_TASK ITEM_. From the records below, copy each line in which the string "they" occurs.

_DATA FOR THIS EXERCISE_.

________

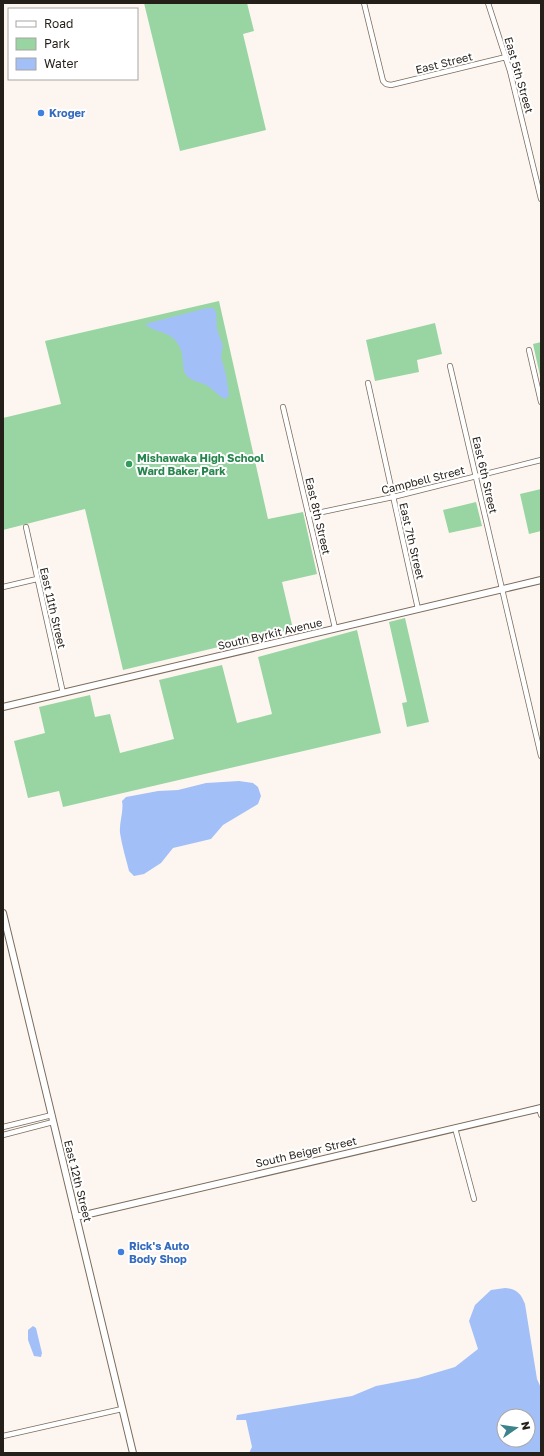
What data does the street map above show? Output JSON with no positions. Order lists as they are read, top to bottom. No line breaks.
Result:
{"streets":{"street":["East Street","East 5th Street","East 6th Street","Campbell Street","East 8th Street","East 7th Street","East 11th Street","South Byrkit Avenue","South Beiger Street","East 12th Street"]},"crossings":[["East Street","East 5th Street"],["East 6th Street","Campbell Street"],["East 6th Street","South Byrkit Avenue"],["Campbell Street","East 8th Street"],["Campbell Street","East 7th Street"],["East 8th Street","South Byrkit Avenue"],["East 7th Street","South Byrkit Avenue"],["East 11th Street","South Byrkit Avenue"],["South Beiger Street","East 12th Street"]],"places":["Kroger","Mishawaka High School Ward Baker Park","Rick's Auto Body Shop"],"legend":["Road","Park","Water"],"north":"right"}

________

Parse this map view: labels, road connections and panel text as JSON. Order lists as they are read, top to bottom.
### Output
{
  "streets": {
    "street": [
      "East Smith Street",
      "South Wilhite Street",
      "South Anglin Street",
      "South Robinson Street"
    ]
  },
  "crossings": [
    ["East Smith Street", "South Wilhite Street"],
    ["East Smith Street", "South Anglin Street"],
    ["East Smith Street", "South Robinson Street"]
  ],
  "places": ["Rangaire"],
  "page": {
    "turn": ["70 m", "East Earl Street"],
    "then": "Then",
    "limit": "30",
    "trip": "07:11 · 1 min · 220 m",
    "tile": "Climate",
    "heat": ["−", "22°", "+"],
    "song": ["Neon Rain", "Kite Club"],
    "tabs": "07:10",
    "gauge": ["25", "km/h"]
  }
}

________

_SOLUTION BELOW_.
What data does the street map above show? Output JSON with no positions. Order lists as they are read, top to bottom. No line breaks.
Parse this map view: labels, road connections and panel text as JSON. Order lists as they are read, top to bottom.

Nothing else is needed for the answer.